O Conselho Federal de Medicina (CFM) deu início a uma investigação sobre irregularidades associadas ao Conselho Regional de Medicina de São Paulo (Cremesp), que incluem pagamentos indevidos de férias em dobro e gratificações ilegais. Estima-se que o montante desviado ultrapasse R$ 1 milhão. A apuração começou na semana passada, com uma força-tarefa do CFM programada para chegar ao Cremesp em 13 de agosto.
Os documentos acessados indicam que as irregularidades ocorreram entre 2018 e 2023. Uma auditoria do CFM revelou que 27 servidores receberam pagamentos indevidos de horas extras e gratificações. Desses, 11 assinaram um Termo de Confissão de Dívida e devolveram os valores. Além disso, foram identificados pagamentos de comissões irregulares e erros no cálculo de férias, com o superintendente jurídico do Cremesp, Carlos Magno dos Reis Michaelis Júnior, sendo o principal beneficiário, acumulando mais de R$ 500 mil em valores irregulares.
A investigação também revelou que quase R$ 90 mil de recursos públicos foram utilizados para cobrir uma indenização relacionada a uma disputa particular de Michaelis. O CFM considera que isso configura desvio de finalidade e desrespeito à moralidade. Além disso, está sendo analisado se Michaelis, enquanto atuava no Cremesp, exerceu a advocacia particular para o atual presidente do conselho, Ângelo Vattimo, o que pode ser classificado como improbidade.
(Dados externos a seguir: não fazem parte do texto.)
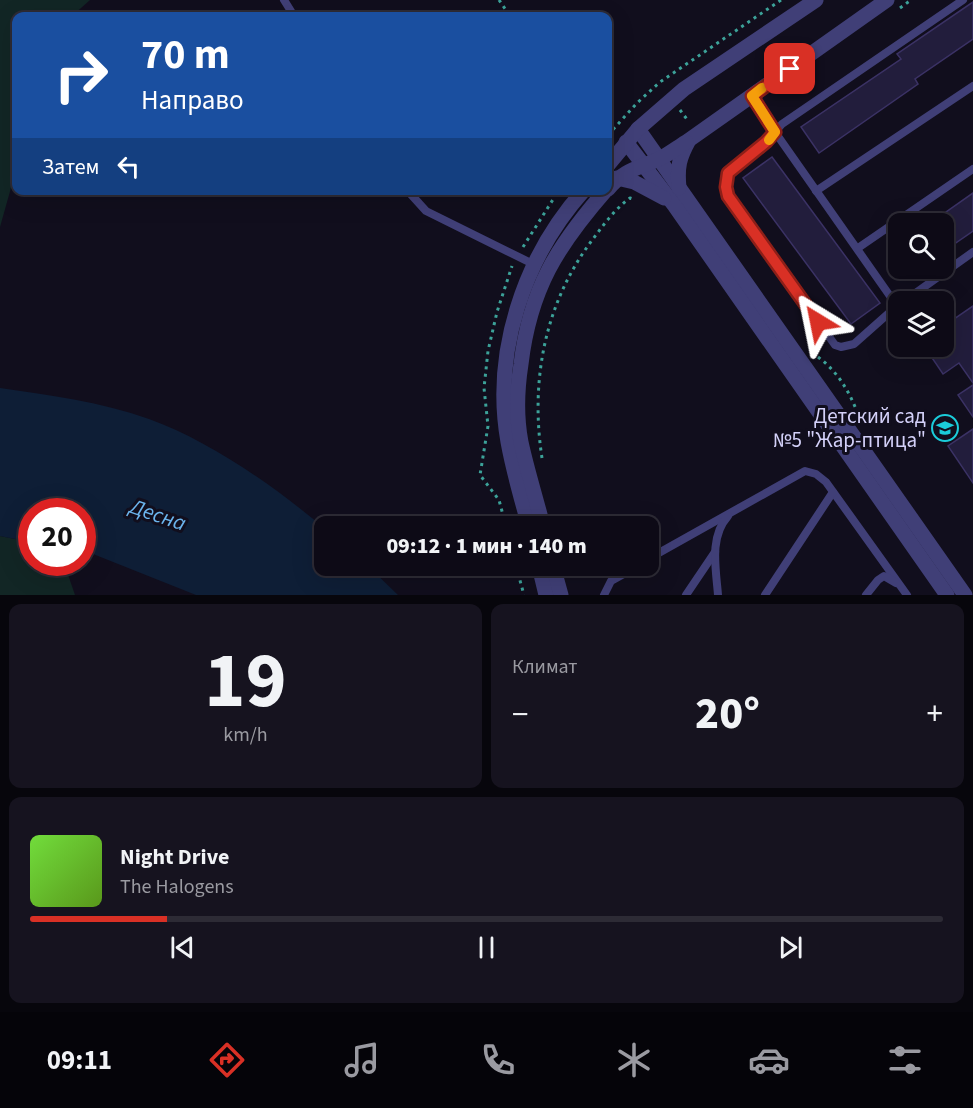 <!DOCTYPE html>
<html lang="ru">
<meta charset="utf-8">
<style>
:root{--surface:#0d0a16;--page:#16131f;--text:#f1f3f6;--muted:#9a9aa1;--line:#2d2b35;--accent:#d93025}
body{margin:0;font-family:"Source Sans 3",sans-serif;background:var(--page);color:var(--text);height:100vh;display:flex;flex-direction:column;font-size:22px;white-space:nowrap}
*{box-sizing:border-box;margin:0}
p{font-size:20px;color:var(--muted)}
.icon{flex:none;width:33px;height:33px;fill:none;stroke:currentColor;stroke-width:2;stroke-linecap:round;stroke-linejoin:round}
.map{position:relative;height:595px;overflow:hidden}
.drawer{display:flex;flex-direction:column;gap:9px;padding:9px;background:#07060c;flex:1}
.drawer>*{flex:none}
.guide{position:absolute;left:12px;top:12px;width:600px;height:183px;border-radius:12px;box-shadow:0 6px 24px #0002,0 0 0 2px var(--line);background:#1a4fa0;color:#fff;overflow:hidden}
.fabs{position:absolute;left:888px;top:213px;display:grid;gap:12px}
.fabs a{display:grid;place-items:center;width:66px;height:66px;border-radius:12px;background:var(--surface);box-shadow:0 6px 24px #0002,0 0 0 2px var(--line);font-size:30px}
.speed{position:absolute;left:18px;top:498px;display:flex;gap:12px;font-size:30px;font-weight:700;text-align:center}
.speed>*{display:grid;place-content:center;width:78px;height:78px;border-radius:50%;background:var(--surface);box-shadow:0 6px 24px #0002,0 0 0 2px var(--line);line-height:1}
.speed .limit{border:9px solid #d22;background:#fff;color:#111}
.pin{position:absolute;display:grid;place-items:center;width:51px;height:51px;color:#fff;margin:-26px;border-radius:12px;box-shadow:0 3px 9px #0006}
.me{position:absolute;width:66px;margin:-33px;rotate:325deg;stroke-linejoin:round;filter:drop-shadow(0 0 4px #0008)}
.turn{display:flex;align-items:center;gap:21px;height:126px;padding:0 30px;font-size:27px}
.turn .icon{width:78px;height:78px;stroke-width:2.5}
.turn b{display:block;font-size:42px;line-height:51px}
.then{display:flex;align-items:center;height:57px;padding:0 30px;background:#0003;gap:12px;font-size:22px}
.big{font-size:45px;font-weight:800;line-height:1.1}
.drawer .card{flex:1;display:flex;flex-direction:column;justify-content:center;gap:9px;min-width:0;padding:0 21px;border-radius:12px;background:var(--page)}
.drawer .dial{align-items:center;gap:0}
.dial b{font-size:78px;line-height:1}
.song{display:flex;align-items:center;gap:18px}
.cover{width:72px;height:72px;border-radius:9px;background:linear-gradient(135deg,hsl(100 70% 55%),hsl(90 70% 35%))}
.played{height:6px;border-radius:3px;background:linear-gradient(90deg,var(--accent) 15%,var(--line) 15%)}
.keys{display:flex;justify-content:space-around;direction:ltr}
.heat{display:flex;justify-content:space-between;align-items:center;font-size:33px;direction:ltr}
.drawer .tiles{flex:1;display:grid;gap:9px;grid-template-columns:1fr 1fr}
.card:last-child{grid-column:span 2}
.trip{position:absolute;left:314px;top:516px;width:345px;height:60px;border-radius:12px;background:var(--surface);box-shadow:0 6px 24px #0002,0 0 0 2px var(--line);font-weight:800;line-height:60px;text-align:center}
.tab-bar{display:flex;height:96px;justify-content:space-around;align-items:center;background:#050409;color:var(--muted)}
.tab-bar .icon{width:42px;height:42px}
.tab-bar .current{color:var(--accent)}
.tab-bar b{font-size:27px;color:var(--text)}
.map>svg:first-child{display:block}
.green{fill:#122625}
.water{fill:#0e1e36}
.building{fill:#221d3c;stroke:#3b3265;stroke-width:1.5}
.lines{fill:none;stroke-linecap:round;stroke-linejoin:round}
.path{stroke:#3ca299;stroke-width:3;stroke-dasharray:3 4.5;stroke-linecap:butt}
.service{stroke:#403f77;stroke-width:8}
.minor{stroke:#403f77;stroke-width:15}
.route-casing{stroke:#8d1f18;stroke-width:15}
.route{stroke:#d93025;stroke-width:10}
.slow{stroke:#f59e0b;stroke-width:10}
.labels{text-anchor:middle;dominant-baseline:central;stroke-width:6;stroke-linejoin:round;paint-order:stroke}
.poi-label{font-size:21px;fill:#d4d1f9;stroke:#110e1d;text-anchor:end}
.water-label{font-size:22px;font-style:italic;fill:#6bb4ed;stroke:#110e1d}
</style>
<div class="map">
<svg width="973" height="595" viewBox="0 0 973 595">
<rect width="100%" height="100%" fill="#110e1d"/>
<g class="green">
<path d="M0,0H90L72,16H16V170L0,227Z"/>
<path d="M0,536L31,542L32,562L64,563L75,595H0Z"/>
</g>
<path class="water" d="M0,388C50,395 101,402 149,419C210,441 274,486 324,528V566H368L398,595H196L83,550L82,512H32L31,542L0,536Z"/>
<g class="building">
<path d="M973,2V39L915,79L918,84L819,153L801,127L901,59L897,54Z"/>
<path d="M772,157L880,303L851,324L743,178Z"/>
<path d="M973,193V231L944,251V224H929Z"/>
<path d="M973,306V383L959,363L943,374L924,346H944V326Z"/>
<path d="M973,385V417L958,395Z"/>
<path d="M973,429V483L948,446Z"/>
</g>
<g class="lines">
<g class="path">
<path d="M499,0L510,16"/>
<path d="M900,8L911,0"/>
<path d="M680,110L689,122"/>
<path d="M608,135L637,103L660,82L781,0"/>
<path d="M523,247L559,190"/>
<path d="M818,357C838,372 849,391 858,414"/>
<path d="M542,458C530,380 545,302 593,239C604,224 615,209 630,198L633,199"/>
<path d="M506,526L499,500L480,475L488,426L484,388L488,351L497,312L512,266"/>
<path d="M516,566L524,595"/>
</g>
<g class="service">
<path d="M284,0L294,16"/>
<path d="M752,96L775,132L897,306"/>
<path d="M407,190L426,211L535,265"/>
<path d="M816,191L973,86"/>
<path d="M858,248L973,169"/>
<path d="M903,302L973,252"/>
<path d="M898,305L854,344L841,347L835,345L728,196C719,166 747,159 767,142C773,137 777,129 782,124L963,0"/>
<path d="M648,559L805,471L816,474L826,482L907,595"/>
<path d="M604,595L611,581L638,566"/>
<path d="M686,595L715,552"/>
<path d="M718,595C716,569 709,537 728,516"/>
<path d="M765,595L833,492"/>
<path d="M866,595L878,580L884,576L896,583"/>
</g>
<g class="minor">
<path d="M638,129L965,595"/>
<path d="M626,142L674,205L947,595"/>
<path d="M608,165L638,129L684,89L816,0"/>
<path d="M617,178L634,182L664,198"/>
<path d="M679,188C677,167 679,158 689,140L887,0"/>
<path d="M608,189C626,168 638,169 661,158C670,153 678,147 686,142"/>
<path d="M529,526C521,498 513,470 508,442C492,352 524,257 584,190"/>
<path d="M543,526C536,498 527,470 521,442C516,416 517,390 521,364C530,289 557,246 606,190"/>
<path d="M539,566L546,595"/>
<path d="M553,566L561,595"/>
</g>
</g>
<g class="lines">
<defs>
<path id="route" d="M790,69L752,96L775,132L766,142L728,173L726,187L728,196L818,322"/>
</defs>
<use href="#route" class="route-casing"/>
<use href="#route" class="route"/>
<path class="slow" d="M762,88L752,96L775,132L769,140"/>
</g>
<defs>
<symbol id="school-ring" viewBox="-11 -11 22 22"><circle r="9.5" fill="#110e1d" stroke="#1bccda" stroke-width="1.5"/><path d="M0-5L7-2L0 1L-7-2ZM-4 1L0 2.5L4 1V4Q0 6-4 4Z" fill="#1bccda"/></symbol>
</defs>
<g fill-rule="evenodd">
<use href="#school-ring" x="930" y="413" width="30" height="30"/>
</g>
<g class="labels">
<g class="poi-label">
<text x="926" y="416">Детский сад<tspan x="926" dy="24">№5 "Жар-птица"</tspan></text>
</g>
<g class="water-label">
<text transform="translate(158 515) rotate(19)">Десна</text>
</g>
</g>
</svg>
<div class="fabs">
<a><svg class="icon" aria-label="search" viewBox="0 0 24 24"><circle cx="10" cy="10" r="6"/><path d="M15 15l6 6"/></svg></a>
<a><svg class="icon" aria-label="layers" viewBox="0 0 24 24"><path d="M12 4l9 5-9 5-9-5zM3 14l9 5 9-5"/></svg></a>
</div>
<div class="speed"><div class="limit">20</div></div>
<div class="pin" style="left:790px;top:69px;background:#d93025"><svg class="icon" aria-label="arrive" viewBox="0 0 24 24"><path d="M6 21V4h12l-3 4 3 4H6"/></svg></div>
<svg class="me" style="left:818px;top:322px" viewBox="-20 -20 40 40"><path d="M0-17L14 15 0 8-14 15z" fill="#d93025" stroke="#fff" stroke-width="4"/></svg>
<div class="trip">09:12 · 1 мин · 140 m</div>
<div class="guide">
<div class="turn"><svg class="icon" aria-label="right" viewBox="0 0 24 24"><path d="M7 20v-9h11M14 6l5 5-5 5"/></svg><div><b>70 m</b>Направо</div></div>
<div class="then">Затем<svg class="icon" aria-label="left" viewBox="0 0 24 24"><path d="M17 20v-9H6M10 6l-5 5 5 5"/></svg></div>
</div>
</div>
<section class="drawer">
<div class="tiles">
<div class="card dial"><b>19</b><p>km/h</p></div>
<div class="card"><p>Климат</p>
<div class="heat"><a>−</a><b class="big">20°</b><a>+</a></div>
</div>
<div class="card">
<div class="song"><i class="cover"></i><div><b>Night Drive</b><p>The Halogens</p></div></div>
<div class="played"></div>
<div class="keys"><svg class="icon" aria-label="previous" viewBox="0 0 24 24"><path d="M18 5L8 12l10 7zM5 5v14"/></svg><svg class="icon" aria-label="pause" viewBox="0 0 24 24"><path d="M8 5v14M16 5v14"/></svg><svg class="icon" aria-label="next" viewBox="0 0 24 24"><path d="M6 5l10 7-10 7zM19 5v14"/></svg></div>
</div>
</div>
</section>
<nav class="tab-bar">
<b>09:11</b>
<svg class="icon current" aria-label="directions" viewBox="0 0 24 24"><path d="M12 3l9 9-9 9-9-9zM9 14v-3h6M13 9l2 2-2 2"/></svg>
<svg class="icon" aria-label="music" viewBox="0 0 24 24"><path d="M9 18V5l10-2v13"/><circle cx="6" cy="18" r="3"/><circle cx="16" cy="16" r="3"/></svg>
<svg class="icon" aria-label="phone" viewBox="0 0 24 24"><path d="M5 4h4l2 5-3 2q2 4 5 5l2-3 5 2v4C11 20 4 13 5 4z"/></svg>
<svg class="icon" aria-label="climate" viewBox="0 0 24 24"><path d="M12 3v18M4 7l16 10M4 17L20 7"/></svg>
<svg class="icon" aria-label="car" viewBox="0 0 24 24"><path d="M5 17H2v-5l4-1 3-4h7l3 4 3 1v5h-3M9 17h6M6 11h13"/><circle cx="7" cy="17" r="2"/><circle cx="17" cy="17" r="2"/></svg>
<svg class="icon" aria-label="filters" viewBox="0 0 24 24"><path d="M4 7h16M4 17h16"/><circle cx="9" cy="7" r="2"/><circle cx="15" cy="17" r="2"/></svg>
</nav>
A auditoria ainda menciona processos contra Michaelis, incluindo um que investiga suposto estelionato. Ele também é acusado de ter recebido férias em dobro, horas extras e gratificações irregulares. A investigação foi motivada por denúncias de médicos do próprio conselho, que alegam que a gestão atual se elegeu prometendo moralidade. Um dos denunciantes será ouvido no dia 13 de agosto.
Se as irregularidades forem confirmadas, o Cremesp poderá passar por uma intervenção, similar ao que aconteceu com o Cremerj no ano passado, após a descoberta de fraudes e gastos indevidos.
Em resposta, o Cremesp negou as irregularidades, afirmando que os fatos se referem à gestão anterior e que já foram examinados pelo Tribunal de Contas da União e pelo Judiciário, sendo arquivados. A nota do conselho destacou que cumpre a legislação trabalhista e que seus processos são auditados periodicamente. Em relação a Michaelis, o Cremesp afirmou que não há impedimentos legais para o exercício da advocacia privada e que ele não possui condenações criminais.